With her first three pregnancies, Amanda Partee-Manders didn’t think twice when she received her hospital bills. She looked at the total and paid what she was asked.

But in October 2021, after giving birth via Cesarean section to her youngest daughter, Partee-Manders took inspiration from a viral internet trend where users share their outrageous medical charges, and requested an itemized breakdown of her bill. The detailed list of her charges, which totaled $47,091.01, shocked her.

“It said $5,600 for my room, the recovery room is $12,000, [and] the labor room is $2,500,” Partee-Manders said. “IV Tylenol was what caught my eye the most. It made no sense that it would be nearly $4,000 for four doses of it.”

Partee-Manders knew that since President Donald Trump signed an executive order in June 2019, hospitals were now required to provide prices for their services online. But the bill she received after the fact was written in her hospital’s computer code, which made it difficult to understand. Fortunately, Partee-Manders had a friend who worked in hospital billing and coding, who was able to decipher the itemized list. Now equipped with de-coded bills and empowered to research prices online, Partee-Manders learned that the IV Tylenol she was charged almost $4,000 for was a fraction of the cost elsewhere.

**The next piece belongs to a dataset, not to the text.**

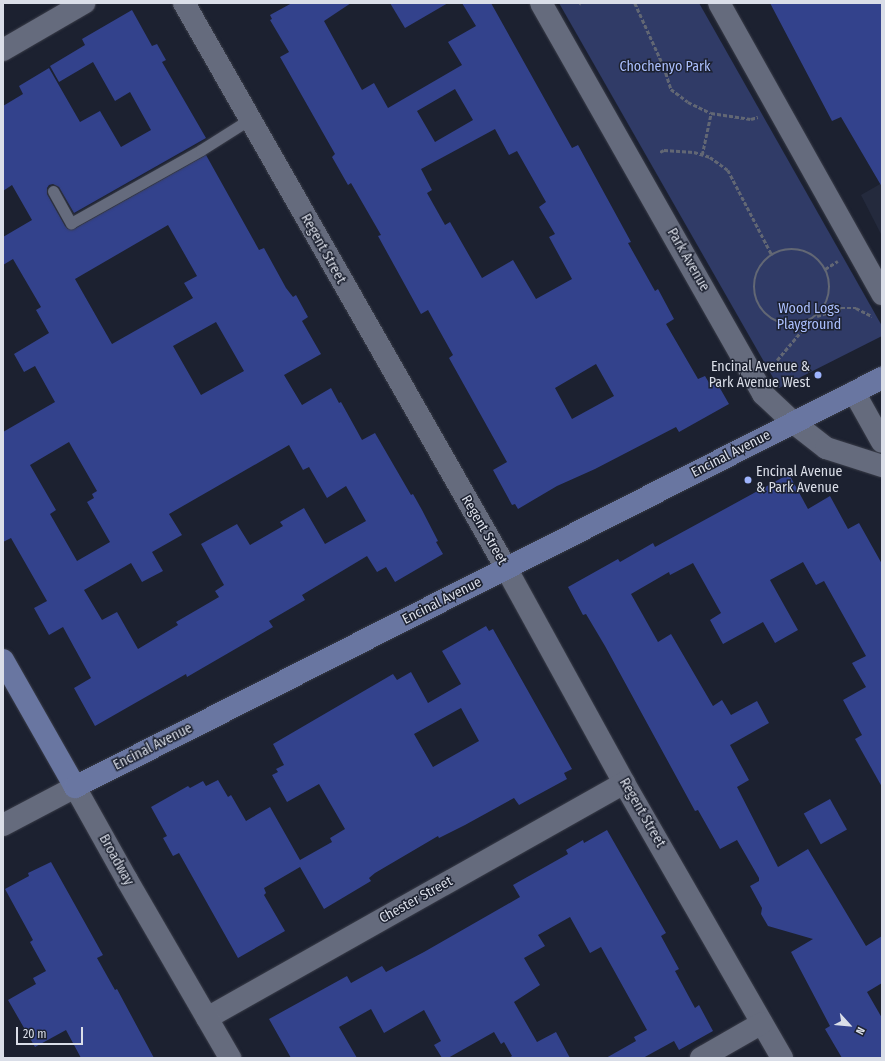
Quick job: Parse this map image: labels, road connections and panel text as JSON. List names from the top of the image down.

“The other thing was physical therapy,” Partee-Manders said. Shortly after giving birth, a pelvic floor therapist came to her room for an initial consultation, which she was charged for. But during that visit, she said the physical therapist was interrupted, having to leave and come back. “There is a second charge that is listed as a follow-up visit with exercises and everything,” Partee-Manders said, continuing,

“It was maybe 12 hours post-major abdominal surgery. There was no physical therapy to be done. I was sitting in a chair, I think, holding the baby, freshly cut open, and we just had a discussion, a talk. It was 15 minutes maximum with both visits. And so the way that it’s even written in the bill, it’s as a follow-up, an eval follow-up, and that all amounted to hundreds and hundreds of dollars.”

While reading through her bills, Partee-Manders began researching a code that she discovered was meant for an outpatient clinic visit. The $522 outpatient charge confused her because Partee-Manders was an inpatient in the hospital during her C-section, and she already had a bill accounting for those costs.

In trying to understand the exorbitant charges for services and treatments like Tylenol or an outpatient visit she didn’t receive, Partee-Manders noticed how her insurance company and billing department appeared to point fingers at one another in an attempt to shift blame. 

Inspired by nurses she saw on TikTok who share informative videos about how to understand your own medical bills, Partee-Manders said she refused to pay a dime until she could negotiate what she felt were erroneous charges. Though Partee-Manders has what she considers to be good health insurance, both her hospital and insurance company would not reduce any of the charges. 

“I didn’t want to pay it, I wanted to continue to fight,” she said. But because she and her husband were in the process of buying a house and needed to secure a loan, Partee-Manders eventually gave in and paid her outstanding balance of $3,677.70. Despite that, more than a year later, a collections agency is still claiming that her medical bill is unpaid.

“I’m not giving them another dime, especially since so much of the bill was wrong,” she said. 

Instead of receiving a shocking medical bill for giving birth after the fact, Partee-Manders said she’d much prefer to have seen the estimates upfront. “Just knowing, hey, if you go this route, if your baby is born this way, you’re looking at this much, and if it’s born this way, maybe you’re looking at a range,” she said. “At least it gives you kind of a number in your head so you can plan and you can budget.”

Federal law now requires hospitals and insurers to display prices upfront so patients can shop for healthcare services, tests, or procedures, just as you shop for anything else on the market.

But that isn’t happening. Americans like Partee-Manders are still getting hit with surprising medical bills, often when it’s too late to negotiate. Nearly 60% of people report receiving a medical bill they weren’t expecting.

“It shouldn’t be so cryptic and you shouldn’t have to resort to an app to get information,” she said, adding, “With how much information we have at our fingertips, it’s just funny how much information is still underneath a veil.”

When Partee-Manders posted her story on TikTok, her video went viral, receiving almost 230,000 views. She said that she felt upset reading through the comments of other young moms sharing their own outrageous medical billing stories, such as being charged for skin-to-skin contact with their babies.

“It’s important to connect with other people and to talk about these issues, to be vocal. 

Because if you just sit at home and cry over your bill, which I mean I’m sure I did, no real change can come from that,” she said. “If we knew what things were actually going to cost, I do think it would make a difference in choices that you make, in hospitals that you go to, and practices that you see.”